Jornalismo insensato

Na novela escrita por Gilberto Braga e Ricardo Linhares, o ator Cássio Gabus Mendes interpreta Kléber Damasceno, um jornalista veterano que defende seus ideais esquerdistas do passado onde imperavam a ética e a transparência de um jornalismo sonhadoramente “imparcial”. No folhetim, a turma da propaganda leva uma doce vida, convive com a elite carioca e os negócios vão a todo vapor. Os profissionais de publicidade não agem com o coração e sim com a razão. Suas estratégias para atrair grandes investimentos e clientes poderosos geralmente funcionam. Enquanto isso, no núcleo pobre da novela, o nosso jornalista está sempre passando dificuldades financeiras e como se não bastasse, alguns personagens à sua volta são humilhados pelo pessoal do núcleo rico do folhetim, é o caso da secretária (Isabela Garcia), ex-mulher do jornalista, que antes de ser demitida foi esculachada pelo banqueiro ricaço (Herson Capri), que agora está preso.
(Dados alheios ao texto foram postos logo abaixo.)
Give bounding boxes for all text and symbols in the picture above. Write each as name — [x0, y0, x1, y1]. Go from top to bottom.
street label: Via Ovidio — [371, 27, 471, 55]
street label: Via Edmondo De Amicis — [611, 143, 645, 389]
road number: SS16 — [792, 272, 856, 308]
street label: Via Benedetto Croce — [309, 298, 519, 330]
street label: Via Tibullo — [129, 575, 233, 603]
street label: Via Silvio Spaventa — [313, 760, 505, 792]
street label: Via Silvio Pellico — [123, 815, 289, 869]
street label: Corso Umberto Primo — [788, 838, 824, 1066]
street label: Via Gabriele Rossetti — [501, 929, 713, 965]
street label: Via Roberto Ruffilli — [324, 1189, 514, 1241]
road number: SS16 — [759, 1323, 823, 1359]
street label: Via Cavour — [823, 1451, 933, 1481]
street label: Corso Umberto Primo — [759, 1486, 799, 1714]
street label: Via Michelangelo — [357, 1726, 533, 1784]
Em outro capítulo da trama, o jornalista, depois de chegar bêbado na redação, em pleno horário de expediente e afrontar o editor-chefe é sumariamente demitido. Passado alguns capítulos descobre-se que o desafortunado jornalista é também viciado em jogos de azar e freqüenta uma espécie de jogadores anônimos para tentar se livrar de mais este vício, sem falar na sua condição explícita de homofóbico. Após ficar desempregado o jornalista resolve se aventurar em um blog. Escrever em um blog significa dar asas à liberdade de suas convicções. Como o jornalista é separado e está sempre na pindaíba, vai morar com seu irmão. Em um belo dia, o agora blogueiro, está na sala de estar atualizando o seu blog, eis que surge o seu irmão enfurecido por ele ter usado o creme de barbear sem seu consentimento;

 – Eu não tenho cara de pau como outros aí que não repõe o creme de barbear que usam sem permissão.

 – Já entendi, essa conversa toda foi pra esfregar na minha cara a minha situação difícil – diz o jornalista.

 – Se está difícil, a culpa é sua mesmo, se não tem vaga em jornalismo trabalhe em outra coisa, esse blog é que não vai te sustentar. Por exemplo, vem me dar uma força lá no bar, quando tem roda de samba eu preciso de um outro garçom.

 – Você tem idéia de quantos ministros eu ajudei a derrubar? Eu cobri o impeachment do Collor, investiguei os mensaleiros e você quer que eu termine meus dias servindo bolinho de bacalhau?

 – Não Kleber, eu quero que você termine seus dias sem depender de mim, ou então deixe essa barba crescer e não gaste o meu creme de barbear seu folgado!!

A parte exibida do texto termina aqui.